Work order: Before you return the lines below, strip out any images and keep every word as written.

(Supplied material begins)

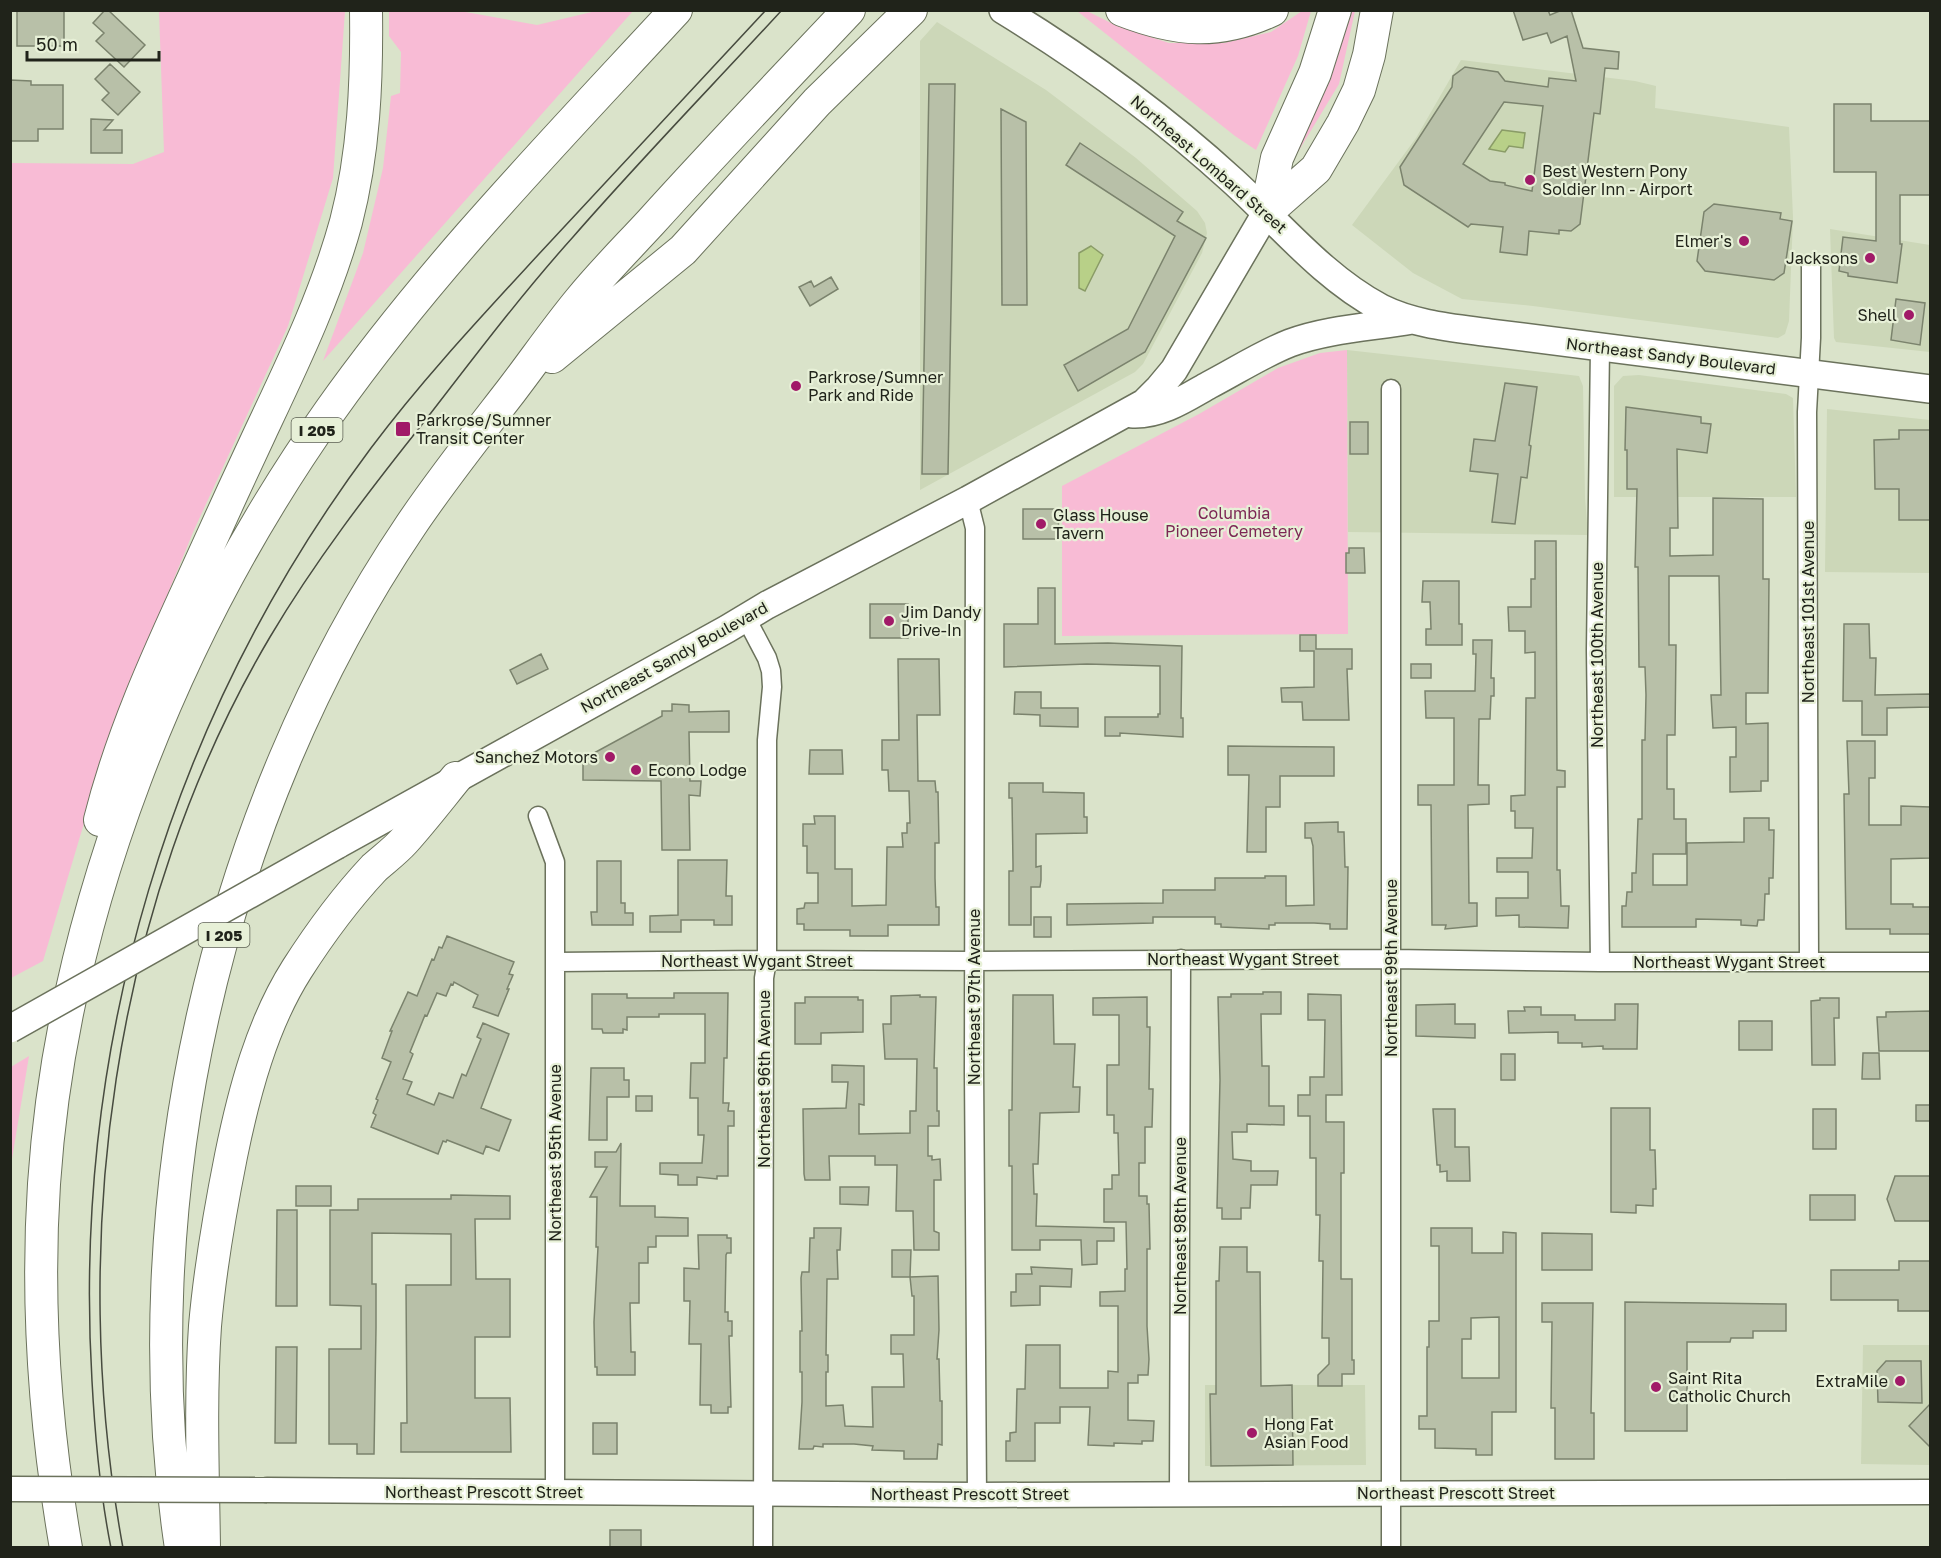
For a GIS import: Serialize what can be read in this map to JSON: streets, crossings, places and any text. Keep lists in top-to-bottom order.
{
  "streets": {
    "highway": ["I 205"],
    "main road": ["Northeast Lombard Street", "Northeast Sandy Boulevard"],
    "street": [
      "Northeast 101st Avenue",
      "Northeast 100th Avenue",
      "Northeast Wygant Street",
      "Northeast 99th Avenue",
      "Northeast 97th Avenue",
      "Northeast 96th Avenue",
      "Northeast 95th Avenue",
      "Northeast 98th Avenue",
      "Northeast Prescott Street"
    ]
  },
  "crossings": [
    ["Northeast Lombard Street", "Northeast Sandy Boulevard"],
    ["Northeast Sandy Boulevard", "Northeast 101st Avenue"],
    ["Northeast Sandy Boulevard", "Northeast 100th Avenue"],
    ["Northeast Sandy Boulevard", "Northeast 97th Avenue"],
    ["Northeast Sandy Boulevard", "Northeast 96th Avenue"],
    ["Northeast 101st Avenue", "Northeast Wygant Street"],
    ["Northeast 100th Avenue", "Northeast Wygant Street"],
    ["Northeast Wygant Street", "Northeast 99th Avenue"],
    ["Northeast Wygant Street", "Northeast 97th Avenue"],
    ["Northeast Wygant Street", "Northeast 96th Avenue"],
    ["Northeast Wygant Street", "Northeast 95th Avenue"],
    ["Northeast Wygant Street", "Northeast 98th Avenue"],
    ["Northeast 99th Avenue", "Northeast Prescott Street"],
    ["Northeast 97th Avenue", "Northeast Prescott Street"],
    ["Northeast 96th Avenue", "Northeast Prescott Street"],
    ["Northeast 95th Avenue", "Northeast Prescott Street"],
    ["Northeast 98th Avenue", "Northeast Prescott Street"]
  ],
  "parks": ["Columbia Pioneer Cemetery"],
  "places": {
    "other": [
      "Best Western Pony Soldier Inn - Airport",
      "Elmer's",
      "Jacksons",
      "Shell",
      "Parkrose/Sumner Park and Ride",
      "Glass House Tavern",
      "Jim Dandy Drive-In",
      "Sanchez Motors",
      "Econo Lodge",
      "ExtraMile",
      "Saint Rita Catholic Church",
      "Hong Fat Asian Food"
    ],
    "transit": ["Parkrose/Sumner Transit Center"]
  },
  "scale_bar": "50 m"
}
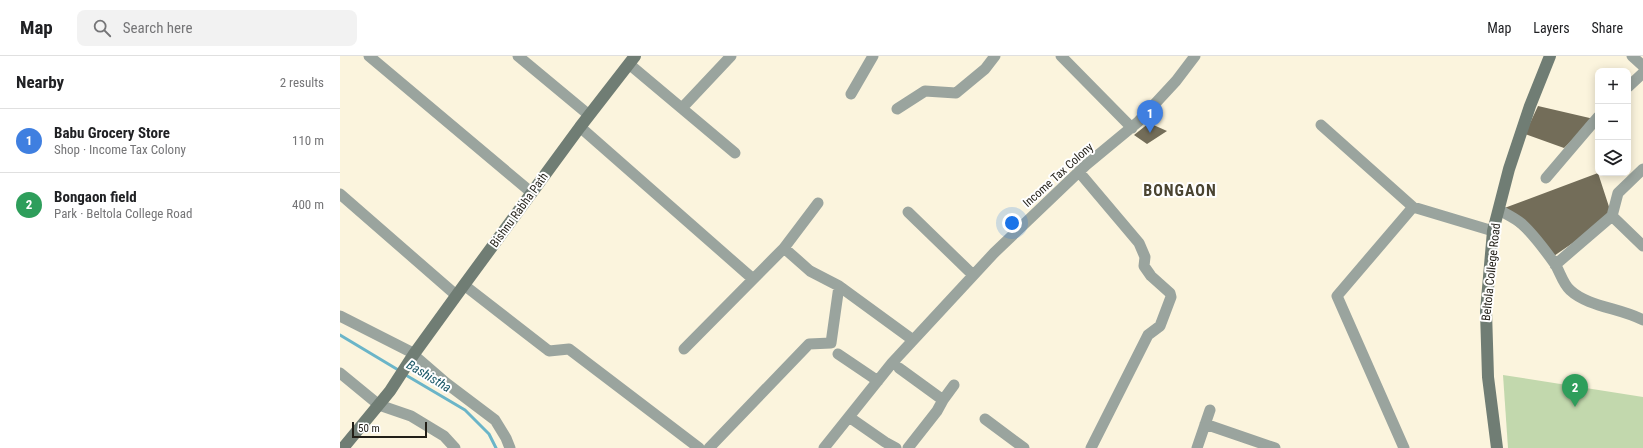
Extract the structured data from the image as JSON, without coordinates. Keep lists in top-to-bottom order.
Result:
{
  "streets": {
    "street": ["Income Tax Colony", "Bishnu Rabha Path", "Beltola College Road"]
  },
  "districts": ["BONGAON"],
  "water": ["Bashistha"],
  "scale_bar": "50 m",
  "page": {
    "header": "Map",
    "search": "Search here",
    "nav": ["Map", "Layers", "Share"],
    "heading": ["Nearby", "2 results"],
    "map_buttons": ["+", "−"],
    "pins": ["1", "2"],
    "list": [
      {
        "mark": "1",
        "name": "Babu Grocery Store",
        "note": "Shop · Income Tax Colony",
        "value": "110 m"
      },
      {
        "mark": "2",
        "name": "Bongaon field",
        "note": "Park · Beltola College Road",
        "value": "400 m"
      }
    ],
    "scale": "50 m"
  }
}
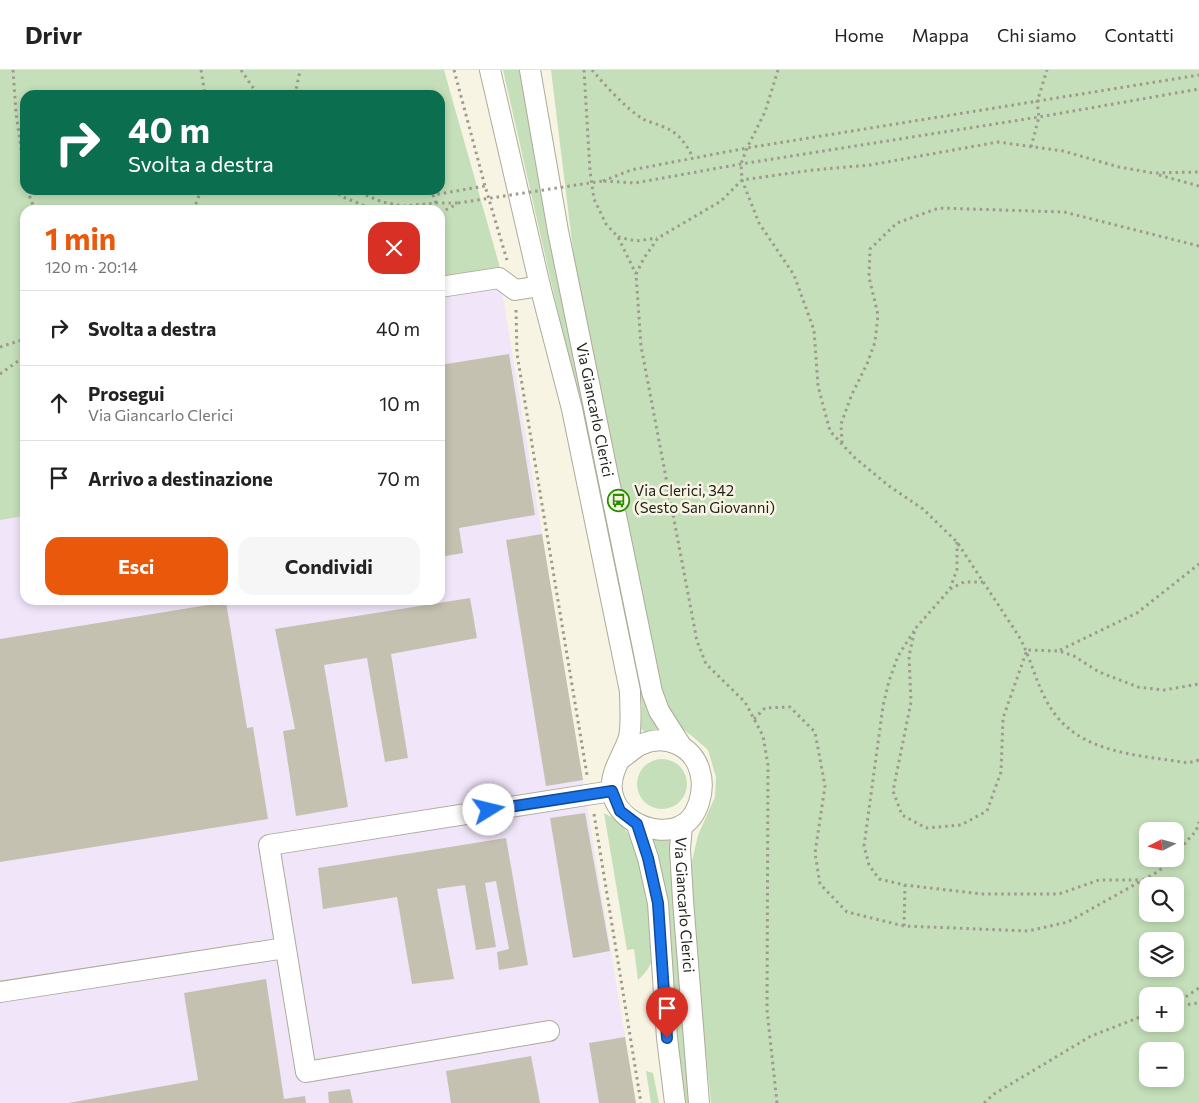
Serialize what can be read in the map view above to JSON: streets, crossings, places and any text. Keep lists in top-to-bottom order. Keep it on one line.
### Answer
{"streets":{"street":["Via Giancarlo Clerici"]},"places":{"bus stop":["Via Clerici, 342 (Sesto San Giovanni)"]},"north":"left","page":{"header":"Drivr","nav":["Home","Mappa","Chi siamo","Contatti"],"turn":["40 m","Svolta a destra"],"heading":["1 min","120 m · 20:14"],"list":[{"name":"Svolta a destra","value":"40 m"},{"name":"Prosegui","note":"Via Giancarlo Clerici","value":"10 m"},{"name":"Arrivo a destinazione","value":"70 m"}],"buttons":["Esci","Condividi"],"map_buttons":["+","−"]}}
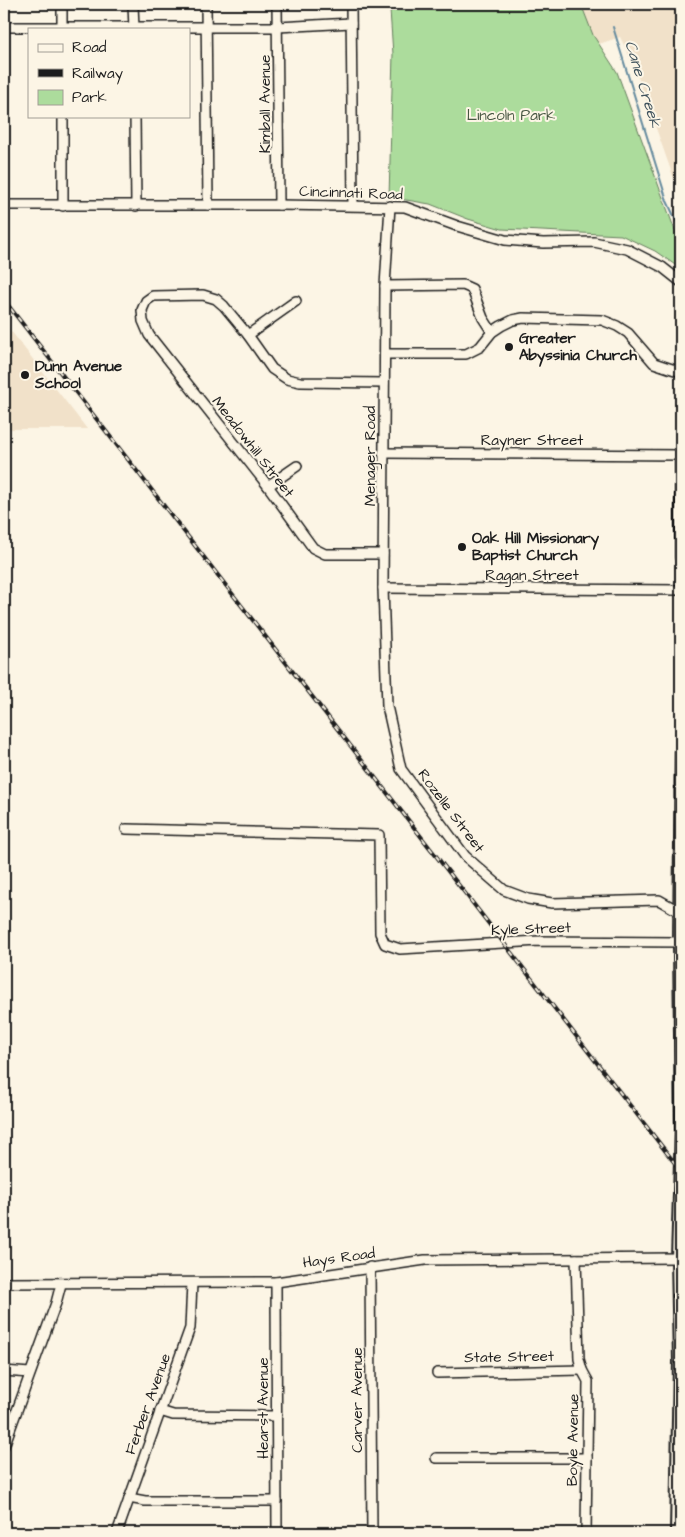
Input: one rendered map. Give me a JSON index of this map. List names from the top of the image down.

(Supplied material ends)

Response for this exercise:
For a GIS import: Serialize what can be read in this map to JSON: streets, crossings, places and any text. Keep lists in top-to-bottom order.
{
  "streets": {
    "highway": ["I 205"],
    "main road": ["Northeast Lombard Street", "Northeast Sandy Boulevard"],
    "street": [
      "Northeast 101st Avenue",
      "Northeast 100th Avenue",
      "Northeast Wygant Street",
      "Northeast 99th Avenue",
      "Northeast 97th Avenue",
      "Northeast 96th Avenue",
      "Northeast 95th Avenue",
      "Northeast 98th Avenue",
      "Northeast Prescott Street"
    ]
  },
  "crossings": [
    ["Northeast Lombard Street", "Northeast Sandy Boulevard"],
    ["Northeast Sandy Boulevard", "Northeast 101st Avenue"],
    ["Northeast Sandy Boulevard", "Northeast 100th Avenue"],
    ["Northeast Sandy Boulevard", "Northeast 97th Avenue"],
    ["Northeast Sandy Boulevard", "Northeast 96th Avenue"],
    ["Northeast 101st Avenue", "Northeast Wygant Street"],
    ["Northeast 100th Avenue", "Northeast Wygant Street"],
    ["Northeast Wygant Street", "Northeast 99th Avenue"],
    ["Northeast Wygant Street", "Northeast 97th Avenue"],
    ["Northeast Wygant Street", "Northeast 96th Avenue"],
    ["Northeast Wygant Street", "Northeast 95th Avenue"],
    ["Northeast Wygant Street", "Northeast 98th Avenue"],
    ["Northeast 99th Avenue", "Northeast Prescott Street"],
    ["Northeast 97th Avenue", "Northeast Prescott Street"],
    ["Northeast 96th Avenue", "Northeast Prescott Street"],
    ["Northeast 95th Avenue", "Northeast Prescott Street"],
    ["Northeast 98th Avenue", "Northeast Prescott Street"]
  ],
  "parks": ["Columbia Pioneer Cemetery"],
  "places": {
    "other": [
      "Best Western Pony Soldier Inn - Airport",
      "Elmer's",
      "Jacksons",
      "Shell",
      "Parkrose/Sumner Park and Ride",
      "Glass House Tavern",
      "Jim Dandy Drive-In",
      "Sanchez Motors",
      "Econo Lodge",
      "ExtraMile",
      "Saint Rita Catholic Church",
      "Hong Fat Asian Food"
    ],
    "transit": ["Parkrose/Sumner Transit Center"]
  },
  "scale_bar": "50 m"
}
Extract the structured data from the image as JSON, without coordinates. Keep lists in top-to-bottom order.
Result:
{
  "streets": {
    "street": ["Income Tax Colony", "Bishnu Rabha Path", "Beltola College Road"]
  },
  "districts": ["BONGAON"],
  "water": ["Bashistha"],
  "scale_bar": "50 m",
  "page": {
    "header": "Map",
    "search": "Search here",
    "nav": ["Map", "Layers", "Share"],
    "heading": ["Nearby", "2 results"],
    "map_buttons": ["+", "−"],
    "pins": ["1", "2"],
    "list": [
      {
        "mark": "1",
        "name": "Babu Grocery Store",
        "note": "Shop · Income Tax Colony",
        "value": "110 m"
      },
      {
        "mark": "2",
        "name": "Bongaon field",
        "note": "Park · Beltola College Road",
        "value": "400 m"
      }
    ],
    "scale": "50 m"
  }
}
Serialize what can be read in the map view above to JSON: streets, crossings, places and any text. Keep lists in top-to-bottom order. Keep it on one line.
### Answer
{"streets":{"street":["Via Giancarlo Clerici"]},"places":{"bus stop":["Via Clerici, 342 (Sesto San Giovanni)"]},"north":"left","page":{"header":"Drivr","nav":["Home","Mappa","Chi siamo","Contatti"],"turn":["40 m","Svolta a destra"],"heading":["1 min","120 m · 20:14"],"list":[{"name":"Svolta a destra","value":"40 m"},{"name":"Prosegui","note":"Via Giancarlo Clerici","value":"10 m"},{"name":"Arrivo a destinazione","value":"70 m"}],"buttons":["Esci","Condividi"],"map_buttons":["+","−"]}}
Input: one rendered map. Give me a JSON index of this map. List names from the top of the image down.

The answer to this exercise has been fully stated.